:: Task to complete ::
Beginning with the line that has "for (const [x, y, r, color]", reproduce each remaining line of the data exactly, down to and including the last.

(Stored data entries)
---+---
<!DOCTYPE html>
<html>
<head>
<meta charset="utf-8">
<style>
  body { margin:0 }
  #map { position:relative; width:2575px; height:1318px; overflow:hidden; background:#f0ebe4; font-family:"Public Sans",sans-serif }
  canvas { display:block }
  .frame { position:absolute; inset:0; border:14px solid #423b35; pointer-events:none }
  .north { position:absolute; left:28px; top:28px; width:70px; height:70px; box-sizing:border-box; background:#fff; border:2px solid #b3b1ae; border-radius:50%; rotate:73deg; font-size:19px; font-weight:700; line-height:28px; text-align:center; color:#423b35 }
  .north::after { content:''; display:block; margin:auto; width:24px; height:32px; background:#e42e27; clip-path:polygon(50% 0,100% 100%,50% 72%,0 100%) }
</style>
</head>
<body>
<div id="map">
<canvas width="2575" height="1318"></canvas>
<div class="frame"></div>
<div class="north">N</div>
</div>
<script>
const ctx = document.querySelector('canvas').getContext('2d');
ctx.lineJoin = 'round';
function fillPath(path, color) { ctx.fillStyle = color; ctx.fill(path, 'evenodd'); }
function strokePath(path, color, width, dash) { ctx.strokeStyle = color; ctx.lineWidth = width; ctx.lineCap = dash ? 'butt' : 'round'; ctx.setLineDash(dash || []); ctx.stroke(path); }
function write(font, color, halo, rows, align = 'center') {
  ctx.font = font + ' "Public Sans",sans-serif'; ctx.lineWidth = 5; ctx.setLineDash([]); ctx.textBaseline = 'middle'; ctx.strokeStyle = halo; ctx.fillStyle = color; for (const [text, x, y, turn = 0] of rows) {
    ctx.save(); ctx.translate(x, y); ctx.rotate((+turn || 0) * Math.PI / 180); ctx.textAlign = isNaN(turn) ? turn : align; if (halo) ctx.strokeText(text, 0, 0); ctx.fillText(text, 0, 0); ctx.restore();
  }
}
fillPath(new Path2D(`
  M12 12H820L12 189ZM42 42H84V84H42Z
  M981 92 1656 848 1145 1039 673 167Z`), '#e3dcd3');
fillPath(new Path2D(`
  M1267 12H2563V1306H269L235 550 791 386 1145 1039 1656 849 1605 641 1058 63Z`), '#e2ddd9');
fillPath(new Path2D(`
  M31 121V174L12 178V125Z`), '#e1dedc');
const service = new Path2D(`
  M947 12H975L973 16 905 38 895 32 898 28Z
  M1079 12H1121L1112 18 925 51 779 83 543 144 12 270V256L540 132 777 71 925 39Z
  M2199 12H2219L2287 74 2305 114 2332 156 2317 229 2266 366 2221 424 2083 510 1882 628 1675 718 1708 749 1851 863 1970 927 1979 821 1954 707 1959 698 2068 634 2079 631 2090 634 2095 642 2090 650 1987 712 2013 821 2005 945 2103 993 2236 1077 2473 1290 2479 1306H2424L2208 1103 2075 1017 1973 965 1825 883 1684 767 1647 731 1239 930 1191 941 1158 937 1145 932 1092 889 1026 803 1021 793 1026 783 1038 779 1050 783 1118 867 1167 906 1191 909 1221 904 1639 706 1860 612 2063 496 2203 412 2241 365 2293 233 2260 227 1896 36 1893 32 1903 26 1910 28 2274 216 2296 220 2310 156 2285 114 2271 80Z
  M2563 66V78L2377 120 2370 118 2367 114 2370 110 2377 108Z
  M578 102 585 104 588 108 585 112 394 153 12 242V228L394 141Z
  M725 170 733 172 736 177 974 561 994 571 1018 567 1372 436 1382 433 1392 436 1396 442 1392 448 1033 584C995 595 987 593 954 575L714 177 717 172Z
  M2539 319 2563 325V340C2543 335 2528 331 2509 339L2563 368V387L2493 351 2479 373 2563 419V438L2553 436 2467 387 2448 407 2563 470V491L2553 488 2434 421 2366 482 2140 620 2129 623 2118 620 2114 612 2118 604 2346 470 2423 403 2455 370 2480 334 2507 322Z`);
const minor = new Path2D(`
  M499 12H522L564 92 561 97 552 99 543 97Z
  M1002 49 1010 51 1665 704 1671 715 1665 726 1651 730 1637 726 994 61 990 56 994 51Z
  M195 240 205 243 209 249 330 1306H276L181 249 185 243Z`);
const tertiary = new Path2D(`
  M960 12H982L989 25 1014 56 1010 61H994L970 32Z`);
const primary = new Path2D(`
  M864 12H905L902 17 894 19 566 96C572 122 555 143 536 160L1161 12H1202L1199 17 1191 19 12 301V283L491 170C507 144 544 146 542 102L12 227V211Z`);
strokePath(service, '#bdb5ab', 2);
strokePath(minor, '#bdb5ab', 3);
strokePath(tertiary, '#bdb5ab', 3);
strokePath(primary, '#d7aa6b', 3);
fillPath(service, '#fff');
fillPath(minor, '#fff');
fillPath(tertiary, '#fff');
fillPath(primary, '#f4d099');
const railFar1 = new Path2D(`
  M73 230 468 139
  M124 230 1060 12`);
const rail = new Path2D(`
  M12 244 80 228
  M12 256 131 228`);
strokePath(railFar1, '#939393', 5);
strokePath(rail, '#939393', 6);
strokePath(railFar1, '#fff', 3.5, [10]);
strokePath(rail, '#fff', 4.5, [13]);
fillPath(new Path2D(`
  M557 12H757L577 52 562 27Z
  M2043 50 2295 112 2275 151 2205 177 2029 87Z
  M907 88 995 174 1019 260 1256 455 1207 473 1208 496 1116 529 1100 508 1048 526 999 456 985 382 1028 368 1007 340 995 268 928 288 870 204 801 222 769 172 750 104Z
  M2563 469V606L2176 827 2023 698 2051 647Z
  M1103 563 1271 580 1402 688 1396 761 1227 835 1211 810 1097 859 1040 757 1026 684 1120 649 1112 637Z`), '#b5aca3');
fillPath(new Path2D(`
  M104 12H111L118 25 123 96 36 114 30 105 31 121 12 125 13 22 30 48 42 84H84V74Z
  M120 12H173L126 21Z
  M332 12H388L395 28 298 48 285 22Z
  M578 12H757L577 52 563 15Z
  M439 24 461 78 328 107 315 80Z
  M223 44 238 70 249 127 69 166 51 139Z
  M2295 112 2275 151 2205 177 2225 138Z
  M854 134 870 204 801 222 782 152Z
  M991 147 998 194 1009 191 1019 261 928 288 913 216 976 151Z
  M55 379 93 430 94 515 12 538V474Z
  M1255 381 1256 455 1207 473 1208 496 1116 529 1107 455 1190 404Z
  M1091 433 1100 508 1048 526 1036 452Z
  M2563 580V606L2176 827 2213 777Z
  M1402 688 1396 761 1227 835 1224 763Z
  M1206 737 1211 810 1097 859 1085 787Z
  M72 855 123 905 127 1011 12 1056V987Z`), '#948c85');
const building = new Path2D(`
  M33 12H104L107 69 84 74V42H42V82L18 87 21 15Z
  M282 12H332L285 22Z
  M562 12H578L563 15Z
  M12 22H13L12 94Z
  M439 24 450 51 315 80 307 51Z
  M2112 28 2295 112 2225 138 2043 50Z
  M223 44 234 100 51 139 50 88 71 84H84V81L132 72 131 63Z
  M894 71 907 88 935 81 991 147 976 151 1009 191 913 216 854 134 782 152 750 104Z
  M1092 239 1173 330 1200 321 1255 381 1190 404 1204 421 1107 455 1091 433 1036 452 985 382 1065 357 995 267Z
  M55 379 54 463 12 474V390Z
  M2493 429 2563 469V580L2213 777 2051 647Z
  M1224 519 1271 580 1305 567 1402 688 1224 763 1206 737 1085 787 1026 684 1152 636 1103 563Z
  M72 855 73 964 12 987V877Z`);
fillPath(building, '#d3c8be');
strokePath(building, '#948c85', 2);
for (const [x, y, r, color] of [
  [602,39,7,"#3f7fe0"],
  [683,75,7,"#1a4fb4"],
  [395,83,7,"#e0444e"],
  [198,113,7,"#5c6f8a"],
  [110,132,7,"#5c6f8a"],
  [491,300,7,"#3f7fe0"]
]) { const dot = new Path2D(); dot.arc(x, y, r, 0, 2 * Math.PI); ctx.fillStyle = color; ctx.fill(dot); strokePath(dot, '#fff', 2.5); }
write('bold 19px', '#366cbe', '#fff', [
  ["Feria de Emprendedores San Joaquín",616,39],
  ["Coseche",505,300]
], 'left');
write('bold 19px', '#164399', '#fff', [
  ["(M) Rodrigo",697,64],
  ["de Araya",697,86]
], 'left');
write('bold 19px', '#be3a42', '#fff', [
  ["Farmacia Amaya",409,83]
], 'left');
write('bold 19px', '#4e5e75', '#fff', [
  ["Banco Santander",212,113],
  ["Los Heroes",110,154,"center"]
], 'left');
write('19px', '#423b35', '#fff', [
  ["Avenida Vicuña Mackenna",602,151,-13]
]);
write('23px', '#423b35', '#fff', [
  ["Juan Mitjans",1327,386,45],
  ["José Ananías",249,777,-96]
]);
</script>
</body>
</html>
---+---
:: Solution to this problem ::
for (const [x, y, r, color] of [
  [602,39,7,"#3f7fe0"],
  [683,75,7,"#1a4fb4"],
  [395,83,7,"#e0444e"],
  [198,113,7,"#5c6f8a"],
  [110,132,7,"#5c6f8a"],
  [491,300,7,"#3f7fe0"]
]) { const dot = new Path2D(); dot.arc(x, y, r, 0, 2 * Math.PI); ctx.fillStyle = color; ctx.fill(dot); strokePath(dot, '#fff', 2.5); }
write('bold 19px', '#366cbe', '#fff', [
  ["Feria de Emprendedores San Joaquín",616,39],
  ["Coseche",505,300]
], 'left');
write('bold 19px', '#164399', '#fff', [
  ["(M) Rodrigo",697,64],
  ["de Araya",697,86]
], 'left');
write('bold 19px', '#be3a42', '#fff', [
  ["Farmacia Amaya",409,83]
], 'left');
write('bold 19px', '#4e5e75', '#fff', [
  ["Banco Santander",212,113],
  ["Los Heroes",110,154,"center"]
], 'left');
write('19px', '#423b35', '#fff', [
  ["Avenida Vicuña Mackenna",602,151,-13]
]);
write('23px', '#423b35', '#fff', [
  ["Juan Mitjans",1327,386,45],
  ["José Ananías",249,777,-96]
]);
</script>
</body>
</html>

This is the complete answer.